L’industrie laitière du Nigeria a de nombreux problèmes. L’inefficacité, le « manque de connaissances techniques » et les pratiques obsolètes affligent l’élevage laitier local au Nigeria. Ainsi, le Nigeria n’atteint pas son potentiel pour établir une industrie laitière florissante. Même si le Nigeria a suffisamment de vaches, en 2020, il a quand même dépensé 2,5 milliards de dollars pour importer du lait de plusieurs pays. Les agriculteurs nigérians n’ont pas accès aux infrastructures, aux vétérinaires et aux technologies pour améliorer la collecte du lait. Heureusement, des ONG ont commencé des opérations pour aider l’élevage laitier local au Nigeria à réaliser son potentiel. Sahel Consulting, une société de conseil agricole au Nigeria, a lancé le programme Advancing Local Dairy Development in Nigeria (ALDDN) pour tenter de remodeler l’élevage laitier dans le nord du Nigeria. Avec le soutien de la Fondation Bill et Melinda Gates, ce programme se concentre sur l’élevage laitier local au Nigeria.
Un aperçu de la production laitière nigériane
La plupart des producteurs laitiers du Nigeria travaillent dans de petites fermes pastorales. Beaucoup de ces fermes se concentrent sur la viande, le lait étant un sous-produit plutôt que l’objectif principal. De plus, les vaches au Nigeria sont moins performantes que les vaches du monde entier. Alors que les vaches nigérianes produisent « moins d’un litre de lait » par jour, les vaches du monde entier en produisent des dizaines, certains pays atteignant 100 litres de lait par jour. Si cette situation nuit actuellement à l’élevage laitier local au Nigeria, elle offre également une opportunité. En tant que secteur pastoral, les avantages économiques d’une efficacité accrue peuvent sortir ces agriculteurs individuels de la pauvreté, élevant leurs communautés avec eux.
Les objectifs de l’ALDDN
ALDDN adopte une approche à six volets pour améliorer l’élevage laitier local au Nigeria. Le programme se concentre sur les organisations d’agriculteurs, les infrastructures rurales, la productivité, la promotion de l’inclusion financière, l’éducation et le plaidoyer public.

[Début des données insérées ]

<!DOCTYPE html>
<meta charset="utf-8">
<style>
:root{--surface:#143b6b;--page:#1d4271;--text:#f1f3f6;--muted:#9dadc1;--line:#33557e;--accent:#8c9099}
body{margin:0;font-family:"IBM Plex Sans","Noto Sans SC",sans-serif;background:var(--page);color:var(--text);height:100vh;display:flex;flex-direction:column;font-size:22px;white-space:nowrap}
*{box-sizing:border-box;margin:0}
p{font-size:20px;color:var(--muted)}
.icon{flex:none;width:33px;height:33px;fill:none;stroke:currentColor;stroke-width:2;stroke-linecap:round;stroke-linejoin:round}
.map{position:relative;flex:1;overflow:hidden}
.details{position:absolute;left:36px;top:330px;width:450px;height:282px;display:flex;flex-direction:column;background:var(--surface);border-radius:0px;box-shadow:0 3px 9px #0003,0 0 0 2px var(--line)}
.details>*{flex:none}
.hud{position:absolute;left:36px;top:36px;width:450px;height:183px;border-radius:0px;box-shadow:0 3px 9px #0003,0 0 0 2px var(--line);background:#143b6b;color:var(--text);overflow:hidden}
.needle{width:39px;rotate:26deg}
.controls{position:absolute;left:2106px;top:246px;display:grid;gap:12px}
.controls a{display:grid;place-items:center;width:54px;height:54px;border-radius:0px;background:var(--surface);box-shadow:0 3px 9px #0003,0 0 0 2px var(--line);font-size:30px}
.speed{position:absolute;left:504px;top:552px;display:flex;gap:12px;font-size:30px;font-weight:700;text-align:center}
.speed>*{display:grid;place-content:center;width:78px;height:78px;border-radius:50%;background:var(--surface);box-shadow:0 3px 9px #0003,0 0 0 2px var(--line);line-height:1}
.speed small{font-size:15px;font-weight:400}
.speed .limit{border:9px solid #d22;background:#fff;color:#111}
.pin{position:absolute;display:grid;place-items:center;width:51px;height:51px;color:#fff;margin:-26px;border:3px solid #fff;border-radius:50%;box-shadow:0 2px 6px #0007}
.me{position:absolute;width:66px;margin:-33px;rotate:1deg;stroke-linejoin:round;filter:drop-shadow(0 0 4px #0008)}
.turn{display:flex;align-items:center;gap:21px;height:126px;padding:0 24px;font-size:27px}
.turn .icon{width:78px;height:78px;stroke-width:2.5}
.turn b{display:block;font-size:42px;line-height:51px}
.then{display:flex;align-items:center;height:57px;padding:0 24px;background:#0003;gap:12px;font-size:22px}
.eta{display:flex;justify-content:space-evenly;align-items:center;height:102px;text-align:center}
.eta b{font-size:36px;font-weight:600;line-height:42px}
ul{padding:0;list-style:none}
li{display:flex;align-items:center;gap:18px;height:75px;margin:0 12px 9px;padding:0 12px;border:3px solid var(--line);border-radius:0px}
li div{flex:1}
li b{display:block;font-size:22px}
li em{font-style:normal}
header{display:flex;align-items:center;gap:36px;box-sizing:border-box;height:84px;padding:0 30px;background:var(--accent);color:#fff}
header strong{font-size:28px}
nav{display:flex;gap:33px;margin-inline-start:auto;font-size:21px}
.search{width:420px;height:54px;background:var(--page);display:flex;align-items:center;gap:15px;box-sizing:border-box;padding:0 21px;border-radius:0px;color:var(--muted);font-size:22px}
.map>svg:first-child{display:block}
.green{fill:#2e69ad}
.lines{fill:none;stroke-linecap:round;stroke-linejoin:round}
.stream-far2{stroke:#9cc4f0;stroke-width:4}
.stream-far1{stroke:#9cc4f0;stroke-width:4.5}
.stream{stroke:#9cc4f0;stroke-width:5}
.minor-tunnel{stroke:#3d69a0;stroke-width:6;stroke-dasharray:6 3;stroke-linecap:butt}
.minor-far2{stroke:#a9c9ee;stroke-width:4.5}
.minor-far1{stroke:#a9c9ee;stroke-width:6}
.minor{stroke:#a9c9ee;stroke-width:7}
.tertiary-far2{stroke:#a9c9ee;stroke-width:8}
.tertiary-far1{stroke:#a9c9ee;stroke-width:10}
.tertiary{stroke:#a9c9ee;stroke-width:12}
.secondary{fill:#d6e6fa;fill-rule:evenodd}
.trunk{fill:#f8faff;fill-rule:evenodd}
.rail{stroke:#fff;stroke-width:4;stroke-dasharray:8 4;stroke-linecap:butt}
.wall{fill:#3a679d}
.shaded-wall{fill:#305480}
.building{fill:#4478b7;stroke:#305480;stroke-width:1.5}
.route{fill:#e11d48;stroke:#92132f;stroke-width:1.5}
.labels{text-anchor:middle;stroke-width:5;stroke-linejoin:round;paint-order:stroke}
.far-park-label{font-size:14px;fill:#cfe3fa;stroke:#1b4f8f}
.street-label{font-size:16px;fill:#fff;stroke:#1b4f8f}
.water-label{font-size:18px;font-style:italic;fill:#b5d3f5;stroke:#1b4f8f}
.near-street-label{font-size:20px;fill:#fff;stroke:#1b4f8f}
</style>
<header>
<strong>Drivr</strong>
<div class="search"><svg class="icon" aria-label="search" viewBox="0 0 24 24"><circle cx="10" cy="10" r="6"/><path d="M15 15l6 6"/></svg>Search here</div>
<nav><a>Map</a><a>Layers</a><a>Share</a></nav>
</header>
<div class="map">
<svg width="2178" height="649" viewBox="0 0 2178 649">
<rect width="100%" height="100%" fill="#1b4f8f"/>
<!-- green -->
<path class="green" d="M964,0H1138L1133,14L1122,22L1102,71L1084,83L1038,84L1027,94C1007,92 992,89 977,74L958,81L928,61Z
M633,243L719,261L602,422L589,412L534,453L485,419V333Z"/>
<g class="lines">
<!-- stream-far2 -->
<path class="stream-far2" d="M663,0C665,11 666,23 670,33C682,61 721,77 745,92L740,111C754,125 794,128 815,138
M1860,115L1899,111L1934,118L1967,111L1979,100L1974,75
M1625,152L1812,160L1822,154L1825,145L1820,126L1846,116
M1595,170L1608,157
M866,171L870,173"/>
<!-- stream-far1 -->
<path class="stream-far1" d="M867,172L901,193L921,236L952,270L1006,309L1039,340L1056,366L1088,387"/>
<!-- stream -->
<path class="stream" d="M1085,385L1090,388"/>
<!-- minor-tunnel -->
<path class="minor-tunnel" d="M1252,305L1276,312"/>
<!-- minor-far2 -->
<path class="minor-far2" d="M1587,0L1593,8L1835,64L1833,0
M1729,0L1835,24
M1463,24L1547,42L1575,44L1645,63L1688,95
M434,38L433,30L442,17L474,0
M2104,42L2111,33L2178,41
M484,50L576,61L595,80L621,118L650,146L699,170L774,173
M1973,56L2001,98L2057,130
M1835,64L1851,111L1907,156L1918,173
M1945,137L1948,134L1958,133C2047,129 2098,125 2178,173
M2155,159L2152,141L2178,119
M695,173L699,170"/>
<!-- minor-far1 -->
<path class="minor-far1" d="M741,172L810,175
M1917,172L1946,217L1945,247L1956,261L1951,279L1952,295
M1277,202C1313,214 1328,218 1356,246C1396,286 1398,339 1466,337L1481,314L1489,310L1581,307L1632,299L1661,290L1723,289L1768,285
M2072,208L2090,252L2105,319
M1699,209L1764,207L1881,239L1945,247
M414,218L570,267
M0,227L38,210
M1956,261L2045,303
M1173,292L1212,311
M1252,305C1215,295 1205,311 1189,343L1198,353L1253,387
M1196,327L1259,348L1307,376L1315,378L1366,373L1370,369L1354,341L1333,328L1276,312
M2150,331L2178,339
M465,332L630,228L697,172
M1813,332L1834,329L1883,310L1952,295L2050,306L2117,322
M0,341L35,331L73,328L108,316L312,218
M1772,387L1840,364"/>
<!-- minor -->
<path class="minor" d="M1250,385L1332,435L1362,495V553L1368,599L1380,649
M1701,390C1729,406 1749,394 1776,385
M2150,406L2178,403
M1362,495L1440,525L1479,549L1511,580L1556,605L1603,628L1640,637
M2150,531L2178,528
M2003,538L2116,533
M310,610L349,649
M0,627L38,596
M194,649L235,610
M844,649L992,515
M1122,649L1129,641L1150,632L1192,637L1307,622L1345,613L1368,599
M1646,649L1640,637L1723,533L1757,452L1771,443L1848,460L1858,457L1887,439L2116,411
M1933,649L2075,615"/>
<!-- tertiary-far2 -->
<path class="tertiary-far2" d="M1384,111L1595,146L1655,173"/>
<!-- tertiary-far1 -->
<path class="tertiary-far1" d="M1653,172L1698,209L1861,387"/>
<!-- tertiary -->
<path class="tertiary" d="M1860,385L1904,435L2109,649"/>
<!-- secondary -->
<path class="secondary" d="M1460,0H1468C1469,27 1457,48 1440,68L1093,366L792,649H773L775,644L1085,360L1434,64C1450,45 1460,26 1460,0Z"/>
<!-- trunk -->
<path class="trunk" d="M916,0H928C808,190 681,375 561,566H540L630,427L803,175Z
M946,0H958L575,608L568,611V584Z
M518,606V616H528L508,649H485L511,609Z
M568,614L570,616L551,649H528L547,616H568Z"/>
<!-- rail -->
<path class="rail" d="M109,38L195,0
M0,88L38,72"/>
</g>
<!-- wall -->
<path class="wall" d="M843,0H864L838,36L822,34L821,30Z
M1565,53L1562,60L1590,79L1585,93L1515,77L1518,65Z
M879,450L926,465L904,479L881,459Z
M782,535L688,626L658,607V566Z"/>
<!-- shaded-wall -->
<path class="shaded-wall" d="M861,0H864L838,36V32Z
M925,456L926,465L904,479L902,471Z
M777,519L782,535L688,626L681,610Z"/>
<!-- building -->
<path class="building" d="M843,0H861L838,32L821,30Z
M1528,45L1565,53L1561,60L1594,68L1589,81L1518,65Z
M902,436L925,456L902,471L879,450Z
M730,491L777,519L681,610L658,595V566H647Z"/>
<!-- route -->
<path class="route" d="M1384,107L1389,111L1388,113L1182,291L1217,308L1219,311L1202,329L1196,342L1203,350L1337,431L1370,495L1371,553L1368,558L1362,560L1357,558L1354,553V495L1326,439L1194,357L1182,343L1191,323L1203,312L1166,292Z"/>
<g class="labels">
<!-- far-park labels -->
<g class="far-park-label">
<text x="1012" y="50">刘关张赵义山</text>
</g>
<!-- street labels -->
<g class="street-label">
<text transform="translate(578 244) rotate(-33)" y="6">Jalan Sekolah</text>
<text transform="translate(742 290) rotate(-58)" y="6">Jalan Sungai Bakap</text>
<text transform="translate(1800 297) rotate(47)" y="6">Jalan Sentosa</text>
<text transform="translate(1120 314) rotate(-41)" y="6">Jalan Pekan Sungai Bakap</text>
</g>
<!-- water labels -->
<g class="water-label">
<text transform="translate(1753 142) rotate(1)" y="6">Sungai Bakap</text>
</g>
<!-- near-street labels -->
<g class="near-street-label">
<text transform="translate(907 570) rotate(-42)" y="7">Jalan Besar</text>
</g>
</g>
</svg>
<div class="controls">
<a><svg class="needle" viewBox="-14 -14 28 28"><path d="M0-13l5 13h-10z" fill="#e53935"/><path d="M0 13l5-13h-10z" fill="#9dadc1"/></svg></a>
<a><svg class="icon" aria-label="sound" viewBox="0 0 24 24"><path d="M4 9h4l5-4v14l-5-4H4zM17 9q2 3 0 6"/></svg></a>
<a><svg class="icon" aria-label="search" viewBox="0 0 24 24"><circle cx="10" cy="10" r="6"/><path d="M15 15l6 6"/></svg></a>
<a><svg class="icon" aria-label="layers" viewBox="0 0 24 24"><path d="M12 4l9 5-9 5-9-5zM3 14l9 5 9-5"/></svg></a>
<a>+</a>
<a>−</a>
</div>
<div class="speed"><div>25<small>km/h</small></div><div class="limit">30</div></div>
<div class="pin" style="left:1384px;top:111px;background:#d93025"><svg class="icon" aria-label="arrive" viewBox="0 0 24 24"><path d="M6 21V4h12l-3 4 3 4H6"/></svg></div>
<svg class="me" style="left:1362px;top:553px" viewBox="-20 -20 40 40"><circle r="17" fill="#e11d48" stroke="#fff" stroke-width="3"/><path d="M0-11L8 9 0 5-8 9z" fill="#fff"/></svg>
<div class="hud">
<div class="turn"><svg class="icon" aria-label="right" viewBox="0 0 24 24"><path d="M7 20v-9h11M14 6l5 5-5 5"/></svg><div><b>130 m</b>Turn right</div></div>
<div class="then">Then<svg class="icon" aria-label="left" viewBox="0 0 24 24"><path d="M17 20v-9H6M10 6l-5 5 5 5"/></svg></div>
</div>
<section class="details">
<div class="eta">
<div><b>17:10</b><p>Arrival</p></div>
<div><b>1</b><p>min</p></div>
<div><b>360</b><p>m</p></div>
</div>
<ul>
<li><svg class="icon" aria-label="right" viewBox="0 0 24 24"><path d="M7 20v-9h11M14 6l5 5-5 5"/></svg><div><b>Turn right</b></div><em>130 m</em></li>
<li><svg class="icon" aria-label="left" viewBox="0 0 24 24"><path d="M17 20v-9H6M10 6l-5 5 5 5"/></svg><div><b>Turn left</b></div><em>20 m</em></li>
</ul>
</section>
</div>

En se concentrant sur l’amélioration de la productivité, ALDDN cherche à augmenter les volumes de lait au niveau international, en multipliant par dix les revenus des agriculteurs. Le programme cherche également à construire des infrastructures rurales pour permettre à ces agriculteurs de vendre leur lait sur le marché. Une grande partie du programme se concentre spécifiquement sur les productrices laitières confrontées à l’exclusion financière. ALDDN vise à atteindre 210 000 bénéficiaires, dont 120 000 formés aux pratiques modernes de l’élevage laitier. Le programme vise également à former 50 vétérinaires pour aider à assurer la santé des vaches laitières.
L’impact de l’ALDDN
ALDDN a déjà eu un impact sur l’élevage laitier nigérian. Arla Foods, une entreprise laitière danoise présente dans le monde entier, a commencé à construire une ferme laitière dans le nord du Nigeria rural en partenariat avec le programme ALDDN. L’installation vise à aider 1 000 producteurs laitiers locaux, avec un espace pour 400 vaches et 25 travailleurs à domicile.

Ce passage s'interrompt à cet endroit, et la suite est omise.